## Work item
Of all the entries below, retype only the lines from the one with "Parse this image: labels, road" through the one with "Instruction: Extract the", exactly as they appear.

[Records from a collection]

□ □ □ □ □ □ □

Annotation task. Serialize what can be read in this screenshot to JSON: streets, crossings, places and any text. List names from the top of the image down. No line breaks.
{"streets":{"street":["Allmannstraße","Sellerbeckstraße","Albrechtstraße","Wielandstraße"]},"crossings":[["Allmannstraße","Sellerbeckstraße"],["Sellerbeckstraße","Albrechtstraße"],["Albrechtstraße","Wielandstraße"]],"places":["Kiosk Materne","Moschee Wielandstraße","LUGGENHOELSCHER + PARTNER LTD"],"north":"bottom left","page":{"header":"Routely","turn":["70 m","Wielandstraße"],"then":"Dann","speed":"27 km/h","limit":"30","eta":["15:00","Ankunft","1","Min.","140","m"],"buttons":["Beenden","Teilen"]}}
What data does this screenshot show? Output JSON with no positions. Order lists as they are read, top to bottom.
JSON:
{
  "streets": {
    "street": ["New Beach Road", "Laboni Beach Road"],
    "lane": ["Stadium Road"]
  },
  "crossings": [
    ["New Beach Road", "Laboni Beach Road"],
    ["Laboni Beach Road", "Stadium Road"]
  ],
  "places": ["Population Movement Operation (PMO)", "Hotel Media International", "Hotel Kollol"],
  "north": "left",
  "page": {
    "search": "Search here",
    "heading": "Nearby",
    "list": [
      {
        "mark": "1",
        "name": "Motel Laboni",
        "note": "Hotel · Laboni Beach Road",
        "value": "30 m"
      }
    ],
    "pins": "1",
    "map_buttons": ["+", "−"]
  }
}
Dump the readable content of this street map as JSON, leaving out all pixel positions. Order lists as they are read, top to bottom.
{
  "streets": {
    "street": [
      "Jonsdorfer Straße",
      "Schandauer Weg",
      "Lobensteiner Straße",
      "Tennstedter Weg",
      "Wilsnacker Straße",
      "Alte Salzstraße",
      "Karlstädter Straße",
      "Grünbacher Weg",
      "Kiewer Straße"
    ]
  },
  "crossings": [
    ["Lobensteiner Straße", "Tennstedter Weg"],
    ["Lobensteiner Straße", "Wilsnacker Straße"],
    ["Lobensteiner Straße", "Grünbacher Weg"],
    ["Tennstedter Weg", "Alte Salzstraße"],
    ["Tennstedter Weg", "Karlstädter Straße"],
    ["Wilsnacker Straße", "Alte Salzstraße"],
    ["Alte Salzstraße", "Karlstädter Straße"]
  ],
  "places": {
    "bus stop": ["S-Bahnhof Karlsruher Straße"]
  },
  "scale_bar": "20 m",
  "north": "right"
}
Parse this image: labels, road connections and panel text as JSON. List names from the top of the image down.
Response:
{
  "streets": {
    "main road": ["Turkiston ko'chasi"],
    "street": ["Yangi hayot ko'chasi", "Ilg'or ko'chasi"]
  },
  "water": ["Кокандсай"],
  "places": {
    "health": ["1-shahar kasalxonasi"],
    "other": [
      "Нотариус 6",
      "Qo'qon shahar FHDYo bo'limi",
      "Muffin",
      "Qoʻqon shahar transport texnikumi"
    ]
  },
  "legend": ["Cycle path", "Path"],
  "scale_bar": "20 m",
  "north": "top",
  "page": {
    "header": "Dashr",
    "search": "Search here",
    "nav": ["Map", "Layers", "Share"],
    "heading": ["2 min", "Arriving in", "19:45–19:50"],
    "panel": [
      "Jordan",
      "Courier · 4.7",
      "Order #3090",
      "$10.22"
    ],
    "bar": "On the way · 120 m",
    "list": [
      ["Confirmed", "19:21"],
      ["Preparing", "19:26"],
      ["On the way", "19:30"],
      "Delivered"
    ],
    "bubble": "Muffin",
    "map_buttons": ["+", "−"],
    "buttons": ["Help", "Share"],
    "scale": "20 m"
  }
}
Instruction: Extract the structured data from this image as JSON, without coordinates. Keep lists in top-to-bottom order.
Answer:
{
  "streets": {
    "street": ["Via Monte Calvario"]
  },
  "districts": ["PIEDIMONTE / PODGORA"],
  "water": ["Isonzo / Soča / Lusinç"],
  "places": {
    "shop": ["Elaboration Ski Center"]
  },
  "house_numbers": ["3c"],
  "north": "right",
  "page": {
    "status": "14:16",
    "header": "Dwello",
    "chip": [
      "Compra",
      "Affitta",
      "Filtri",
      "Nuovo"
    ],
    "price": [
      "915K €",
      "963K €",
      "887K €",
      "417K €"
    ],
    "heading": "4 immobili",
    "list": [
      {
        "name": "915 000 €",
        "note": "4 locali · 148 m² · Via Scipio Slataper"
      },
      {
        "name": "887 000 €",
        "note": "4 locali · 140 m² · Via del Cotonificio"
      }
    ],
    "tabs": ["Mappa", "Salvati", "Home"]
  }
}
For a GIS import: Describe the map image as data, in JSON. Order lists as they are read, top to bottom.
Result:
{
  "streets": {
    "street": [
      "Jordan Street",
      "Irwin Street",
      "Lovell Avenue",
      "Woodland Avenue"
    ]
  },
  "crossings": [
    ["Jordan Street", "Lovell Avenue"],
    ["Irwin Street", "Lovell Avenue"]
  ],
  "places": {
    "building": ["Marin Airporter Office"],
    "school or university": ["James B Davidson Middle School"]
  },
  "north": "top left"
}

□ □ □ □ □ □ □

## Answer to the exercise
Parse this image: labels, road connections and panel text as JSON. List names from the top of the image down.
Response:
{
  "streets": {
    "main road": ["Turkiston ko'chasi"],
    "street": ["Yangi hayot ko'chasi", "Ilg'or ko'chasi"]
  },
  "water": ["Кокандсай"],
  "places": {
    "health": ["1-shahar kasalxonasi"],
    "other": [
      "Нотариус 6",
      "Qo'qon shahar FHDYo bo'limi",
      "Muffin",
      "Qoʻqon shahar transport texnikumi"
    ]
  },
  "legend": ["Cycle path", "Path"],
  "scale_bar": "20 m",
  "north": "top",
  "page": {
    "header": "Dashr",
    "search": "Search here",
    "nav": ["Map", "Layers", "Share"],
    "heading": ["2 min", "Arriving in", "19:45–19:50"],
    "panel": [
      "Jordan",
      "Courier · 4.7",
      "Order #3090",
      "$10.22"
    ],
    "bar": "On the way · 120 m",
    "list": [
      ["Confirmed", "19:21"],
      ["Preparing", "19:26"],
      ["On the way", "19:30"],
      "Delivered"
    ],
    "bubble": "Muffin",
    "map_buttons": ["+", "−"],
    "buttons": ["Help", "Share"],
    "scale": "20 m"
  }
}
Instruction: Extract the structured data from this image as JSON, without coordinates. Keep lists in top-to-bottom order.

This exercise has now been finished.